A Diógenes Chapelet -de 75 años-, en noviembre del año pasado, un “mosquito” que fumigaba un campo vecino lo envenenó. Enseguida se le cerró el pecho y le empezaron a salir manchas en el cuerpo. Murió el 8 de enero, engrosando el largo listado de las víctimas por fumigación.

Apenas habían pasado unos minutos de las nueve de la noche cuando el teléfono alertaba que había un mensaje. “Hola Ricardo… te cuento que nos volvieron a fumigar”, comenzaba diciendo el WhatsApp, publicó el periodista Ricardo Serruya en Revista Cítrica.

El mensaje era de Sergio Chapelet, el hijo de Diógenes. Desde que murió su padre, toda la familia, que fue amenazada e ignorada por las autoridades, se ha encargado no solo de mantener viva su memoria, sino también de reclamar por normativas que eviten nuevas tragedias.

De esa manera consiguieron que en el santafesino pueblo de Marcelino Escalada se prohibiera el uso de todo agrotóxico a menos de 500 metros del ejido urbano. Una constante: aún desde el dolor, estos quijotes no pueden dejar de pensar en lo colectivo, en el bien común.

El mensaje era más extenso, la voz de Sergio sonaba en el celular y alertaba que violaban la ordenanza: “Volvieron a fumigar, fue esta tarde, incumplieron la ordenanza dentro del perímetro protegido, hay un olor terrible, debe ser algo de banda roja". Banda Roja, según la categorización del Senasa, son los químicos sumamente peligrosos, muy tóxicos. Y después Sergio agregaba: "Los paró la policía, fue el presidente comunal y pararon la fumigada. Y sí, era ilegal, no tenían permiso”.

Las palabras se amontonaban para describir la indignación. Estaba claro, una vez más violaban una ordenanza y subordinaban la salud al rédito económico. Toda la familia era afectada: Carlos, Cinthia y Carla, ésta última de tan solo 11 años.

El doctor Adolfo Porchietto, director a cargo del Samco de Ramayón, un centro de salud de una localidad cercana, diagnosticaba “reacción alérgica en los ojos, cara, oreja y manos, acompañada de cefalea intensa e hipotensión aguda”.

A medida que pasaba el tiempo se conocían más aristas del hecho.

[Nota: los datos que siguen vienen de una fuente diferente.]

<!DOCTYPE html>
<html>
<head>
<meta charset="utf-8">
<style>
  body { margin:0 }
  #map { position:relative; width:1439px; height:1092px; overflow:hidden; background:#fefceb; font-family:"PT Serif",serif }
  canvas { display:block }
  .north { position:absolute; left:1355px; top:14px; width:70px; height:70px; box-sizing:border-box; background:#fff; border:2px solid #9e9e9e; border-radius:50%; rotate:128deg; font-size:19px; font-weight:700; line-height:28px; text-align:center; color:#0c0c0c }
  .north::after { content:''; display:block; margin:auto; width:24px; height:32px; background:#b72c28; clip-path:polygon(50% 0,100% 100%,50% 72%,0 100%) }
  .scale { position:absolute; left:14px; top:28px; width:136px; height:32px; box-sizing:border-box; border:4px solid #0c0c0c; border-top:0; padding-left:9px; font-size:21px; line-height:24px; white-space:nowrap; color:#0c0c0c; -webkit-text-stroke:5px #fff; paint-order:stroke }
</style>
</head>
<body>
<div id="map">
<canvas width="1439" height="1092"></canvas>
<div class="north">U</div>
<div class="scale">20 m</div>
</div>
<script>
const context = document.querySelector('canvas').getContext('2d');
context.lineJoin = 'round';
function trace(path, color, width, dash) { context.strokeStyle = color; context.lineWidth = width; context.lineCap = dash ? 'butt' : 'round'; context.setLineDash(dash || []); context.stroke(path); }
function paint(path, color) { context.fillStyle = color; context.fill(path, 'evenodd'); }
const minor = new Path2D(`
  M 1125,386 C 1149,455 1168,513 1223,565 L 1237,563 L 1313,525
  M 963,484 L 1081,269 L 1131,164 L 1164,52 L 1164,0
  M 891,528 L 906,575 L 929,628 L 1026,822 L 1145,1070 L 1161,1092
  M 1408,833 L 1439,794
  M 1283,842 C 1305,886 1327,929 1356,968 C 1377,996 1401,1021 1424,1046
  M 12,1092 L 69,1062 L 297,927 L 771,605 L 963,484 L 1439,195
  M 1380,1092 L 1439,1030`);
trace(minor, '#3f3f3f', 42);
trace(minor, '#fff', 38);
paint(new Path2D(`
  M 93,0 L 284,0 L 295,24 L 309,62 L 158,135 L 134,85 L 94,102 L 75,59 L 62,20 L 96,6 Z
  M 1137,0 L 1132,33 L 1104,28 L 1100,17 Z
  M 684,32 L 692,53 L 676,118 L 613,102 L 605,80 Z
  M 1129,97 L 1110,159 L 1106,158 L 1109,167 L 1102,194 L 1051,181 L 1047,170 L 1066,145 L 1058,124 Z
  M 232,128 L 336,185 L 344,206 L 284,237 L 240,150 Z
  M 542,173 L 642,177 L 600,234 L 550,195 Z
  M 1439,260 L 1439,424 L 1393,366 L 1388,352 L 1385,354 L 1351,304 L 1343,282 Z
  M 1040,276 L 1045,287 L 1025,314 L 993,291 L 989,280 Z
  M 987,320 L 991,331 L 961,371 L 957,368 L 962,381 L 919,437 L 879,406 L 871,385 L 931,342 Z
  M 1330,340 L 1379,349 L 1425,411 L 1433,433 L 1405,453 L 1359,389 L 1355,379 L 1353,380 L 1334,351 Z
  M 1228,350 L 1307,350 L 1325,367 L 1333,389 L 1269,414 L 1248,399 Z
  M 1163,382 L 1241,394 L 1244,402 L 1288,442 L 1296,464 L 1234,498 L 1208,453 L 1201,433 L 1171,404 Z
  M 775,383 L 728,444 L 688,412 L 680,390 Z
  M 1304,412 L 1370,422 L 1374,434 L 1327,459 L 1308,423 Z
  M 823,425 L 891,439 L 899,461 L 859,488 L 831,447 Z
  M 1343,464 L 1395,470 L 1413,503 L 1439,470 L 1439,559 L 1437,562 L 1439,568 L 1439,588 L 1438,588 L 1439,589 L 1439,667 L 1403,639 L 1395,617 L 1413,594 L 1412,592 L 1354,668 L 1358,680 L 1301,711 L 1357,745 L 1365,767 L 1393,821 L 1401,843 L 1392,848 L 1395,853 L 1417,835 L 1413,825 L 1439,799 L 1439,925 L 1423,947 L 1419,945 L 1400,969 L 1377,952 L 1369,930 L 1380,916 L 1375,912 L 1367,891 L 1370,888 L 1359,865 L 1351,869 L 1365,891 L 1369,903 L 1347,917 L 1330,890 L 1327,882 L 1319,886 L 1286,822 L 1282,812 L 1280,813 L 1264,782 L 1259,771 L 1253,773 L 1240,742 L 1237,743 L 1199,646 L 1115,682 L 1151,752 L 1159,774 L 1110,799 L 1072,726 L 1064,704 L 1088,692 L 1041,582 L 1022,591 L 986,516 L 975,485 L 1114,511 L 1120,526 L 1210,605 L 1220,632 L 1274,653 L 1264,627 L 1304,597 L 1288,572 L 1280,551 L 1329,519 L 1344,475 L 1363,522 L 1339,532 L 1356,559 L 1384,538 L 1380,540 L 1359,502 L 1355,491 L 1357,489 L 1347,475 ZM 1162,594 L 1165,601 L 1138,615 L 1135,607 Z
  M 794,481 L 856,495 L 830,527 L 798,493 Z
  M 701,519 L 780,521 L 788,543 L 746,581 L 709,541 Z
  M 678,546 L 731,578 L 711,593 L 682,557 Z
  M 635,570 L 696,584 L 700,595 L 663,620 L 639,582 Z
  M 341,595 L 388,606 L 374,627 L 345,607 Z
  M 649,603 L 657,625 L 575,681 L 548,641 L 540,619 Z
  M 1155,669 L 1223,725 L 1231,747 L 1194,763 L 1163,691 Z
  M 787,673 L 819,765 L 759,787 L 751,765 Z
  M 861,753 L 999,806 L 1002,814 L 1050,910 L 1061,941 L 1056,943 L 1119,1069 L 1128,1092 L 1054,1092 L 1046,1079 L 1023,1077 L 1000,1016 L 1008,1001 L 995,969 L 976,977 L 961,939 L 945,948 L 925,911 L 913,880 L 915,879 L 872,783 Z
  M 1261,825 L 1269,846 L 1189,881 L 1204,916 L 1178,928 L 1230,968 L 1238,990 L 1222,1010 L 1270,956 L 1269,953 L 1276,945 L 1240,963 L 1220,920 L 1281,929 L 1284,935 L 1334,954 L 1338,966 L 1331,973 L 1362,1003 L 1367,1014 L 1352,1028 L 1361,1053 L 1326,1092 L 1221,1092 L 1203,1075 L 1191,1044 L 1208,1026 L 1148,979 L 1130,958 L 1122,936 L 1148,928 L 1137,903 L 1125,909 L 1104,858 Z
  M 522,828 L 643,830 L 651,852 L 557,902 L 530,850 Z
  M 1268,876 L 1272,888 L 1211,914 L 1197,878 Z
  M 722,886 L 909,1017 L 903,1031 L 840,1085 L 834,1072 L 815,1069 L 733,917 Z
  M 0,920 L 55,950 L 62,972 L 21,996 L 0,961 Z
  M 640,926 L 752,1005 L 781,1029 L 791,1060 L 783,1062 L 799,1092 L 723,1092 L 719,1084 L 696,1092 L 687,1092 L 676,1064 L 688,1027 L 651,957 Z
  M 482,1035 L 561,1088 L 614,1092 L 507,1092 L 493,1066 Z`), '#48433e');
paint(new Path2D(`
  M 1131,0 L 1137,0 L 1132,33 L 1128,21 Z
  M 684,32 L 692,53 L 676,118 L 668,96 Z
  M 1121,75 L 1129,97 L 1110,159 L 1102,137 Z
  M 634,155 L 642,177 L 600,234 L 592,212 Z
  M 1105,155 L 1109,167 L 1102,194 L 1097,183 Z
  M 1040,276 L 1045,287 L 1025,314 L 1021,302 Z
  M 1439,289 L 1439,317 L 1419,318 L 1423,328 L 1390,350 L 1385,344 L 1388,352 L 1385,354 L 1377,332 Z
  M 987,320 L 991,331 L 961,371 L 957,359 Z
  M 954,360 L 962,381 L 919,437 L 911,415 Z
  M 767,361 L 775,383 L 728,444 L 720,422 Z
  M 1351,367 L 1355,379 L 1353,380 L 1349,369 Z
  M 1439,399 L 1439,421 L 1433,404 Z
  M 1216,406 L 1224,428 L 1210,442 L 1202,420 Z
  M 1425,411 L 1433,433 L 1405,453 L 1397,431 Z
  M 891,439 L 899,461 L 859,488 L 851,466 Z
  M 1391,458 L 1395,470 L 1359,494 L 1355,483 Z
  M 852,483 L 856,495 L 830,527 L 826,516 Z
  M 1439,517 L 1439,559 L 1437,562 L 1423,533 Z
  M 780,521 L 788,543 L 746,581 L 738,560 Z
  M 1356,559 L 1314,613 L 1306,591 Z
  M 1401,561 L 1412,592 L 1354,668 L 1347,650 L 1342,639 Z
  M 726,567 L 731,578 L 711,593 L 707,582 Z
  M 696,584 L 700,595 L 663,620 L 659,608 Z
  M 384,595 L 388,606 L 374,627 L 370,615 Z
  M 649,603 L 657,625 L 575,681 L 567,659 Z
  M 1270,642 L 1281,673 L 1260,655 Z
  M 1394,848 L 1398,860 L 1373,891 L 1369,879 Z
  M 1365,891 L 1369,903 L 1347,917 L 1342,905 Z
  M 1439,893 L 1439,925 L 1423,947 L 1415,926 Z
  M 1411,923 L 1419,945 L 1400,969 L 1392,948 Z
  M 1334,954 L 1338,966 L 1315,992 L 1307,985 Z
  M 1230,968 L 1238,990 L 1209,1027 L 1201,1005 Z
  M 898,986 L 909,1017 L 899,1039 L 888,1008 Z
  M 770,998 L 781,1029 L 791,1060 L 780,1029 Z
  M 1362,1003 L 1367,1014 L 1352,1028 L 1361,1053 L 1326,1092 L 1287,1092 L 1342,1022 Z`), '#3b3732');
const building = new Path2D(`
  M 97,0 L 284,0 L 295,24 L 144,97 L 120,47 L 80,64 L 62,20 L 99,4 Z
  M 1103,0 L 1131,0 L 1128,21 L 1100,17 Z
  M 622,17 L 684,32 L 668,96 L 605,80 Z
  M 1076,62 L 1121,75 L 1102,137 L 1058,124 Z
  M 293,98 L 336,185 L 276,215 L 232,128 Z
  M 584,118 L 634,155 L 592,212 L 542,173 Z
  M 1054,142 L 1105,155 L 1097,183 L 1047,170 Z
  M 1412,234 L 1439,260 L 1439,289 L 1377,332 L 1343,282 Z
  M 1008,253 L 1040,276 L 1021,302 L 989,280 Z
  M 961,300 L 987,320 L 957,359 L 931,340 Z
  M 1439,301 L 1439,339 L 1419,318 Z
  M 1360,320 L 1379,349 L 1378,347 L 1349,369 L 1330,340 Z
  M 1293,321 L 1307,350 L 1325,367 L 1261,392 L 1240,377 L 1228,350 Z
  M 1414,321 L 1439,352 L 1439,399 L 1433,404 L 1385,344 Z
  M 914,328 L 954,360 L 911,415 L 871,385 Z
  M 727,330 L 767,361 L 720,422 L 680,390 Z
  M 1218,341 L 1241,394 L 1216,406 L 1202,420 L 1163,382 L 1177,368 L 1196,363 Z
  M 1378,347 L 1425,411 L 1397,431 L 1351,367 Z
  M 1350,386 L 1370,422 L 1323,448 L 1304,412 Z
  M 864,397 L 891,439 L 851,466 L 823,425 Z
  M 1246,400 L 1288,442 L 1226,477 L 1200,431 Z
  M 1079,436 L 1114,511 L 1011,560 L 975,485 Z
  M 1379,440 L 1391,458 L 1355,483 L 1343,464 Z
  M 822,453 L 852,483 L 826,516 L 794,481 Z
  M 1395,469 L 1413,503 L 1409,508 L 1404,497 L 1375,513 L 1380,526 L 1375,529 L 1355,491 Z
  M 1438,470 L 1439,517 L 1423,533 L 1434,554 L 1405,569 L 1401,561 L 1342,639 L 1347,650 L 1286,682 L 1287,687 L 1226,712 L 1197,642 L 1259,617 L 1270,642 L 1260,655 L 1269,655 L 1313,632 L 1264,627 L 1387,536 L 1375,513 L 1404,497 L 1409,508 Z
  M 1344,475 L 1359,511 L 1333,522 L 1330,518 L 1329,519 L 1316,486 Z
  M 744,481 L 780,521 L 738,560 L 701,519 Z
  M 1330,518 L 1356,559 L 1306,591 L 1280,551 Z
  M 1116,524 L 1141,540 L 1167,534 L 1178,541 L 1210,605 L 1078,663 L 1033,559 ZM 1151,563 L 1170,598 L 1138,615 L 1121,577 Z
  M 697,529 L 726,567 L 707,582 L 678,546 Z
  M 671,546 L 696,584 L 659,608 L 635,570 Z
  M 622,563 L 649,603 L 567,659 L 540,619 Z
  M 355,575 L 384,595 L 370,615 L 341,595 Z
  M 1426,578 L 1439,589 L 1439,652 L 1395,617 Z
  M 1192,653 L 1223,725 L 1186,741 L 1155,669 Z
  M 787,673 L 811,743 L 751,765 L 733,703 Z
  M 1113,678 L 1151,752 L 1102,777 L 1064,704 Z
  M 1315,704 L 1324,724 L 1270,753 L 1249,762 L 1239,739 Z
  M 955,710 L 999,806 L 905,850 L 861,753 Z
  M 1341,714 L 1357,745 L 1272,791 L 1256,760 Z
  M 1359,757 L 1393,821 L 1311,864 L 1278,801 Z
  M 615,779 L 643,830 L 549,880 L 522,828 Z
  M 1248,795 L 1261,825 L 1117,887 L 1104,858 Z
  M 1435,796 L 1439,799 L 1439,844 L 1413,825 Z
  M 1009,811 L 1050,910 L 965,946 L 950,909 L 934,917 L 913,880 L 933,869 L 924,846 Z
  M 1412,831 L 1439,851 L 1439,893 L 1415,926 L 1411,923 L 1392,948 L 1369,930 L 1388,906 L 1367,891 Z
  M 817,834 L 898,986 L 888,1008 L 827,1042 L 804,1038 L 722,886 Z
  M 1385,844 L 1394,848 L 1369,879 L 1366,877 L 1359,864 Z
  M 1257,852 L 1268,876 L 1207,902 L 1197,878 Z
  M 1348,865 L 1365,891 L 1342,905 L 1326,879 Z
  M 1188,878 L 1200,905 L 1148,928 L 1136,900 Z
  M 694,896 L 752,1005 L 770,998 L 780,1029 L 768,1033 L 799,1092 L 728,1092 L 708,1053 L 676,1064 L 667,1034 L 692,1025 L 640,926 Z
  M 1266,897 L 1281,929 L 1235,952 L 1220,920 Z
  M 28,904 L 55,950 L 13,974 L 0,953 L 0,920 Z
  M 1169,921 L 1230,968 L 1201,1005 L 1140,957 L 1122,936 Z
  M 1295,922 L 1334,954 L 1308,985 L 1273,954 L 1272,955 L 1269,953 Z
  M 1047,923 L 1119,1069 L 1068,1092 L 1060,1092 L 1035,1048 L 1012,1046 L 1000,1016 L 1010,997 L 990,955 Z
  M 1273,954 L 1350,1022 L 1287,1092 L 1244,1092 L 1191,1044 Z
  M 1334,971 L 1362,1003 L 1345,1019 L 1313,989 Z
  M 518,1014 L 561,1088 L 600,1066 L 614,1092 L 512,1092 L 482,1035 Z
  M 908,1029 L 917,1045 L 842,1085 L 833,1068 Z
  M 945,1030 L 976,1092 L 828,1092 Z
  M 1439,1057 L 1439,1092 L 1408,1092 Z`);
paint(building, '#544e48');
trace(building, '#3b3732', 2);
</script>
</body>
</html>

El “mosquito” utilizado en la aplicación no estaba registrado, no había receta expedida por profesional, no se sabía que producto se estaba utilizando por lo que resultaba lógico pensar que se estaba utilizando un veneno de alta toxicidad y prohibido.

Convivir tanto tiempo con el modelo agrotecnológico y ser vecinos de campos fumigados le dio a la familia Chapelet un ejercicio en trámites a seguir. Más aún después de la muerte de Diógenes. Luego de la visita médica fueron a la comisaría y a la Fiscalía en turno que se encuentra en San Justo. Hicieron la denuncia. Ahora habrá que esperar que actúe la Justicia.

Pero mientras, la historia sigue. Y de la peor manera. Al día siguiente, Sonia, la viuda de Diógenes, se despertó distinta: no se sentía bien, tenía mucha tos, estaba agitada y también tuvo que ir al médico.

Habían pasado solo 24 horas y desde los más chicos hasta los más grandes de la familia se veían afectadospor el "mosquito" y su veneno.

La pregunta, entre la indignación y la rabia es: ¿Hasta cuándo vamos a permitir que nos sigan matando, que nos sigan envenenando sistemáticamente?

Fuente: Revista Cítrica, por Ricardo Serruya.